[RECORDS FOR THE EXERCISE]
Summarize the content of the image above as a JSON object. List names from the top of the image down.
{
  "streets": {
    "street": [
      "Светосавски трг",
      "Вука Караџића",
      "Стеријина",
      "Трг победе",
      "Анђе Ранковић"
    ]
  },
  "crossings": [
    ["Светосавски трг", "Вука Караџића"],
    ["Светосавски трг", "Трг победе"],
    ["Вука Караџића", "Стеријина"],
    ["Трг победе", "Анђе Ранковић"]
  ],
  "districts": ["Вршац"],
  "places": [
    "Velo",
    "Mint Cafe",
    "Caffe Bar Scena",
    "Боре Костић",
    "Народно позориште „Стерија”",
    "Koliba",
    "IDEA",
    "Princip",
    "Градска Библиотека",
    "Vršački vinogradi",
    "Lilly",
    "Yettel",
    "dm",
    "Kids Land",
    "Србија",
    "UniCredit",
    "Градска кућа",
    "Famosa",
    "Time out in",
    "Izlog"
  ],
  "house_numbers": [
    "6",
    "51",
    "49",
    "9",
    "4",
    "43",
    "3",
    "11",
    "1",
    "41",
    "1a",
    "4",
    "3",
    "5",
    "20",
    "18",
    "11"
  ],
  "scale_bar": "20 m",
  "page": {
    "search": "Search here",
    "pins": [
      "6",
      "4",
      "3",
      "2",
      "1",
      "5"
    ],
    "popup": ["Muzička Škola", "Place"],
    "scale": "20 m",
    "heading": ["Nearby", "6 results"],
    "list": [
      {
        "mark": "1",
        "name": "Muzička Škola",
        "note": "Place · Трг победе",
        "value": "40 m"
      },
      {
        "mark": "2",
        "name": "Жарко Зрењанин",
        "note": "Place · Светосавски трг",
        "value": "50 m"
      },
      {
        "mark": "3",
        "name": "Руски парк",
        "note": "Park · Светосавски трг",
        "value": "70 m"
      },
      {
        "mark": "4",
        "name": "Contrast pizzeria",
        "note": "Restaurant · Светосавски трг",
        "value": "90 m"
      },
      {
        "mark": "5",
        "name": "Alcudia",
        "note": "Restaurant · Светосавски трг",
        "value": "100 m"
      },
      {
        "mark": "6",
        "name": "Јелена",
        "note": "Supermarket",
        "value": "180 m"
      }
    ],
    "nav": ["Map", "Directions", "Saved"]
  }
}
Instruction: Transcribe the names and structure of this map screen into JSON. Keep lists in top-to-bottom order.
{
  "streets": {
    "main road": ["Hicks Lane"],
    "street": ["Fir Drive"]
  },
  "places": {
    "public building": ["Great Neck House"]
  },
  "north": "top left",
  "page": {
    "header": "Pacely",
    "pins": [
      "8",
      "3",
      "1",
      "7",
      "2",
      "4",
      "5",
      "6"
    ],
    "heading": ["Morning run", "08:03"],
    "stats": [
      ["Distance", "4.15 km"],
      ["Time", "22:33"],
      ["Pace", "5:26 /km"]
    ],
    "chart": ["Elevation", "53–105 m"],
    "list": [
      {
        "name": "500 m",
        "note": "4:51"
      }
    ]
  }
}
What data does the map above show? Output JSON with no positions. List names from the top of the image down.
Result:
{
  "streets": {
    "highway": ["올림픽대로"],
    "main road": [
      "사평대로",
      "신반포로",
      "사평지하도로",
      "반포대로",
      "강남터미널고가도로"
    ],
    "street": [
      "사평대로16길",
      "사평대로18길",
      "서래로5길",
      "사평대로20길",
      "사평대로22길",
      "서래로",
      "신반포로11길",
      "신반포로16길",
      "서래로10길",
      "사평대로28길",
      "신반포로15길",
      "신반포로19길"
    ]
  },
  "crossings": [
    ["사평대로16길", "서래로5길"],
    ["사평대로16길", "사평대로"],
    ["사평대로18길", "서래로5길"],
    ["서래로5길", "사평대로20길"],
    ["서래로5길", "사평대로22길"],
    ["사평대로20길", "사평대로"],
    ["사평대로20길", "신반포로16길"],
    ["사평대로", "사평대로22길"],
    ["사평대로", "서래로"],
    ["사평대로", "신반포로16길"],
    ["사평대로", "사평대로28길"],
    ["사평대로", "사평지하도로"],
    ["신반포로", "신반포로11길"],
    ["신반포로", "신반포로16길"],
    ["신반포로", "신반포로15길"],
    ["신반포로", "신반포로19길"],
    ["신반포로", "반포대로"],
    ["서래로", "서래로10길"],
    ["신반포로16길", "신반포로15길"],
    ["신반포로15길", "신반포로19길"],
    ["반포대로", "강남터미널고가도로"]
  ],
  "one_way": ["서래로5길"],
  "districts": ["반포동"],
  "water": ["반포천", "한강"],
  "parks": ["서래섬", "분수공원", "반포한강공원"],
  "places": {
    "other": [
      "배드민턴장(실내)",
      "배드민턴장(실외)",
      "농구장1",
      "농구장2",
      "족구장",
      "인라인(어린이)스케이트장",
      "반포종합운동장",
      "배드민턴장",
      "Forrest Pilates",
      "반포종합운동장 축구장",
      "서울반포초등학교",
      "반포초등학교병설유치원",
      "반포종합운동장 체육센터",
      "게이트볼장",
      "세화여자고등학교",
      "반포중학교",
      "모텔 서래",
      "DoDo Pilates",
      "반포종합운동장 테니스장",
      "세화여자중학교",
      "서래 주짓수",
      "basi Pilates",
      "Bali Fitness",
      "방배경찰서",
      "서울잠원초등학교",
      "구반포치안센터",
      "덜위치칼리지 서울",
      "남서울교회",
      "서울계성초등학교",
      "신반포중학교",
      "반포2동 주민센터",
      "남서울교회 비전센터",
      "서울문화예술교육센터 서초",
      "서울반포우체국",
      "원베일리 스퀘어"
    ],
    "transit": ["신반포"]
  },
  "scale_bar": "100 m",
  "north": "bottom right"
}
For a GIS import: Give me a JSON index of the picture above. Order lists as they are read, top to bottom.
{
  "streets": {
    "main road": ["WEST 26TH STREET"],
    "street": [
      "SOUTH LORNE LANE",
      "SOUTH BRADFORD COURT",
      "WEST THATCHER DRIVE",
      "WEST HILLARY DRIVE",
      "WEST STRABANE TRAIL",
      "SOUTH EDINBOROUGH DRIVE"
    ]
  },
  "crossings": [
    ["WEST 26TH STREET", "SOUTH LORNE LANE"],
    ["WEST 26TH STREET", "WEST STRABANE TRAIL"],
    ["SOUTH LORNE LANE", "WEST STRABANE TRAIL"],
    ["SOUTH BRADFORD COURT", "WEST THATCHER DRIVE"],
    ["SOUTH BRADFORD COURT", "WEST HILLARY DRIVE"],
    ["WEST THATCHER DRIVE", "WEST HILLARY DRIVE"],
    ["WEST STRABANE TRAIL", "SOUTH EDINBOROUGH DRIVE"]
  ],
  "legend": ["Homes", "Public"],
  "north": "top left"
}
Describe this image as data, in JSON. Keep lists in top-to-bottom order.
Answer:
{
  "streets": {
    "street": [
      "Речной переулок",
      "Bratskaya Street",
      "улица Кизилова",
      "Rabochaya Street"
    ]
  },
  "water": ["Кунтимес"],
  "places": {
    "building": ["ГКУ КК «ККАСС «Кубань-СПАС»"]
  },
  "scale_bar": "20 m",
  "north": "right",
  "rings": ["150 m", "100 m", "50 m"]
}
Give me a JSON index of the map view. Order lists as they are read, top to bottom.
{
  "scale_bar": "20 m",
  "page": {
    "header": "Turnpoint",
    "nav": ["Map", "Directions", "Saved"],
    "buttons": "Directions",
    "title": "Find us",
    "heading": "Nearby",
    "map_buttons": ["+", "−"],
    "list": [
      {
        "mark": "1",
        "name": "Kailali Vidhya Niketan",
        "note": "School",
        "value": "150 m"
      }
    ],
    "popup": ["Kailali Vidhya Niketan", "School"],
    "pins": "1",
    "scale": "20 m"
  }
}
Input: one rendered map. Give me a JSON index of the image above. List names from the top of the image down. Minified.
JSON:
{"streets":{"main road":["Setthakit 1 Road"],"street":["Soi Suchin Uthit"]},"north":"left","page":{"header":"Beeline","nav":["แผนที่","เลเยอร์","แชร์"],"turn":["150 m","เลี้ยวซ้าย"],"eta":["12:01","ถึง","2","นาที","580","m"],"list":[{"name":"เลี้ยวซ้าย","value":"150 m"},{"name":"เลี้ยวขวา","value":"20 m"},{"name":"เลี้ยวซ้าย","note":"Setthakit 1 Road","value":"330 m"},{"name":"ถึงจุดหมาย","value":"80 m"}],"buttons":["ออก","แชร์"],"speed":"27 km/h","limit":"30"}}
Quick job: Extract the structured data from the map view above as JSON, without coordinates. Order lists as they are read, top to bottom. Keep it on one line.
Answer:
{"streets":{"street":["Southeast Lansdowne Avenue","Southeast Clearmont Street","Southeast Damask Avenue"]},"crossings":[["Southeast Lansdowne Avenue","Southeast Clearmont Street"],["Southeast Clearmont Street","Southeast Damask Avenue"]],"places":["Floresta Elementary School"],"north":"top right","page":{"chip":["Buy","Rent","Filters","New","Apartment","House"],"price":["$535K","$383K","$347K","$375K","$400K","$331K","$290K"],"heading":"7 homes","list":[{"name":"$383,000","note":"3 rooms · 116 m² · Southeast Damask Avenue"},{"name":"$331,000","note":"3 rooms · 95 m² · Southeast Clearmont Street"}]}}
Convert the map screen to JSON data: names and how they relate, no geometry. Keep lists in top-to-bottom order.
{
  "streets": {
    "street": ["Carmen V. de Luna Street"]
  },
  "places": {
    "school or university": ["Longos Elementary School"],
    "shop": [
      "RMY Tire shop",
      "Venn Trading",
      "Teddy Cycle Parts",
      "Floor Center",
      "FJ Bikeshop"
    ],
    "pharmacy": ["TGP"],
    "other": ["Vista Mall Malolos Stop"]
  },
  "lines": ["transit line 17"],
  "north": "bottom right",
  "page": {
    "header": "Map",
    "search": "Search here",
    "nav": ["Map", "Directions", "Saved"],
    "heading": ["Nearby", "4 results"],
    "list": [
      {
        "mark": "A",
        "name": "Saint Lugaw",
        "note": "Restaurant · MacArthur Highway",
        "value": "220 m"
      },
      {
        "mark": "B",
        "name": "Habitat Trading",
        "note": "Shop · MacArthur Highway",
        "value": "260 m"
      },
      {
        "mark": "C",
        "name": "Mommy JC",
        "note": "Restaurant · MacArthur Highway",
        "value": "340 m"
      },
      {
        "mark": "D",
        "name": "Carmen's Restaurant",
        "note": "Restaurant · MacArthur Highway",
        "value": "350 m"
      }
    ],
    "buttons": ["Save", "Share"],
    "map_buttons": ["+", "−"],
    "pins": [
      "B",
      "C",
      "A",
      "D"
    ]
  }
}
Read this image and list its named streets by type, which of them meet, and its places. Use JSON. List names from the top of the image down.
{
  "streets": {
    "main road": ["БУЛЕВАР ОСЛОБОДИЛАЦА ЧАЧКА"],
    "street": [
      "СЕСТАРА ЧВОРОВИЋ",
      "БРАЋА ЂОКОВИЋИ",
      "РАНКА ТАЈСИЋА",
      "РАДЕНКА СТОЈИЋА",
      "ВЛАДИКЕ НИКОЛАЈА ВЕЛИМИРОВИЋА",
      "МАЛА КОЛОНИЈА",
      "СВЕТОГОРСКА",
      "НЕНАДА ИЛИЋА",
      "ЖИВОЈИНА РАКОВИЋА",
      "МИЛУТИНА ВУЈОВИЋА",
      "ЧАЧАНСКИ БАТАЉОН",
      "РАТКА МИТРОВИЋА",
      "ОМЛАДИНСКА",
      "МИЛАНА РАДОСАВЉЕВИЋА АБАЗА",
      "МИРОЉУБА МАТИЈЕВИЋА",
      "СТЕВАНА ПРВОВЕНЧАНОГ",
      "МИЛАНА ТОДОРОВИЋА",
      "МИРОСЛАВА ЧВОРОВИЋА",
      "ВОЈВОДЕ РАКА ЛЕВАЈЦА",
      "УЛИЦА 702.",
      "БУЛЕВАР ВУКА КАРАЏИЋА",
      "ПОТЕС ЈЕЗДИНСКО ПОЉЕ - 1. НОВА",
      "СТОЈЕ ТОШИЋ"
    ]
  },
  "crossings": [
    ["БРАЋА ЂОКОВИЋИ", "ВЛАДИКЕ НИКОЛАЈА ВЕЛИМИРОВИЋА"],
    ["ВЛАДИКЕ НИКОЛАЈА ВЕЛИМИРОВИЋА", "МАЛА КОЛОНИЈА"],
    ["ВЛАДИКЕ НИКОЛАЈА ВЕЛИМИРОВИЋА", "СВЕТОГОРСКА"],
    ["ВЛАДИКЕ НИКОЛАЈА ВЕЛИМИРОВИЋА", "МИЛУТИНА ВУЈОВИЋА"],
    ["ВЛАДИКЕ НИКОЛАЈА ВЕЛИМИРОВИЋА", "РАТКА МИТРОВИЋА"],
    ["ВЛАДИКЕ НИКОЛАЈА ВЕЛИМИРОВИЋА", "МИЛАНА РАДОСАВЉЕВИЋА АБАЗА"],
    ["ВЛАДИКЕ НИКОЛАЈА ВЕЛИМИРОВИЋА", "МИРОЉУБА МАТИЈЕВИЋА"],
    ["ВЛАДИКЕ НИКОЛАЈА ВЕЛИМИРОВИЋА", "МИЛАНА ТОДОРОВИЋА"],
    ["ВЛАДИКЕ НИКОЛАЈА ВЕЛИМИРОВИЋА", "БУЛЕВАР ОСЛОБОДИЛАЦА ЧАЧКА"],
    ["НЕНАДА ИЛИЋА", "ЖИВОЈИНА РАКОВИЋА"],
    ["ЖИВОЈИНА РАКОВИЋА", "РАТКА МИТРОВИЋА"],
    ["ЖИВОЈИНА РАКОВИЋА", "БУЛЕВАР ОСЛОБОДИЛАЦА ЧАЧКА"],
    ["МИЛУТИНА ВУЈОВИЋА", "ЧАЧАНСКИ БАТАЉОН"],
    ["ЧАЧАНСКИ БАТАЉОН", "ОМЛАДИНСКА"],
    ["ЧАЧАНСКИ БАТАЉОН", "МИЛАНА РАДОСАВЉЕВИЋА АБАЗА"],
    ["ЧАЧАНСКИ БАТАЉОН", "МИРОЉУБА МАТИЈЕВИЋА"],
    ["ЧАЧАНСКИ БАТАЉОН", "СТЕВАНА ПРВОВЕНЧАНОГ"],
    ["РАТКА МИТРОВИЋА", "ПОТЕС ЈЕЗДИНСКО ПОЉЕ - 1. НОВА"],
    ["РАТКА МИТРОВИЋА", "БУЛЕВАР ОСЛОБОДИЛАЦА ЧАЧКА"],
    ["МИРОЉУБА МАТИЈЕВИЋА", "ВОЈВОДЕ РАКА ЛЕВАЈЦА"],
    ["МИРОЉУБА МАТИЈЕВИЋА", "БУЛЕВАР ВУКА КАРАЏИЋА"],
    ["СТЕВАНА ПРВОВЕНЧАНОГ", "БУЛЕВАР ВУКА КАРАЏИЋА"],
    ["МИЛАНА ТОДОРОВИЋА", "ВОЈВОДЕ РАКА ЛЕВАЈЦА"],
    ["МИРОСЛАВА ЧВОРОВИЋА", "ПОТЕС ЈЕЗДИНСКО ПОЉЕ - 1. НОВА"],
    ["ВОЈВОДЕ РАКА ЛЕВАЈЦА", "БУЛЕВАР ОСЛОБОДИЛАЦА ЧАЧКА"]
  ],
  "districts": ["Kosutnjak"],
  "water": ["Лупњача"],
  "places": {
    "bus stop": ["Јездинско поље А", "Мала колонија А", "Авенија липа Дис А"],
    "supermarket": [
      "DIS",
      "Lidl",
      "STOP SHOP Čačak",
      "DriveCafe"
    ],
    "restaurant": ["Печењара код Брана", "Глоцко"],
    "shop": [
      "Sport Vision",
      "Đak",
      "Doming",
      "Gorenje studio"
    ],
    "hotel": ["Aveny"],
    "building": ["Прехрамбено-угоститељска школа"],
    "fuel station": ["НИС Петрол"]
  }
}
[/RECORDS FOR THE EXERCISE]
### WHAT NEEDS TO BE DONE
Exactly the lines above from the one with "Give me a JSON index of the map" to the one with "Quick job: Extract", both included, are to be quoted; leave the rest out.

### RESULT OF THIS EXERCISE
Give me a JSON index of the map view. Order lists as they are read, top to bottom.
{
  "scale_bar": "20 m",
  "page": {
    "header": "Turnpoint",
    "nav": ["Map", "Directions", "Saved"],
    "buttons": "Directions",
    "title": "Find us",
    "heading": "Nearby",
    "map_buttons": ["+", "−"],
    "list": [
      {
        "mark": "1",
        "name": "Kailali Vidhya Niketan",
        "note": "School",
        "value": "150 m"
      }
    ],
    "popup": ["Kailali Vidhya Niketan", "School"],
    "pins": "1",
    "scale": "20 m"
  }
}
Input: one rendered map. Give me a JSON index of the image above. List names from the top of the image down. Minified.
JSON:
{"streets":{"main road":["Setthakit 1 Road"],"street":["Soi Suchin Uthit"]},"north":"left","page":{"header":"Beeline","nav":["แผนที่","เลเยอร์","แชร์"],"turn":["150 m","เลี้ยวซ้าย"],"eta":["12:01","ถึง","2","นาที","580","m"],"list":[{"name":"เลี้ยวซ้าย","value":"150 m"},{"name":"เลี้ยวขวา","value":"20 m"},{"name":"เลี้ยวซ้าย","note":"Setthakit 1 Road","value":"330 m"},{"name":"ถึงจุดหมาย","value":"80 m"}],"buttons":["ออก","แชร์"],"speed":"27 km/h","limit":"30"}}
Quick job: Extract the structured data from the map view above as JSON, without coordinates. Order lists as they are read, top to bottom. Keep it on one line.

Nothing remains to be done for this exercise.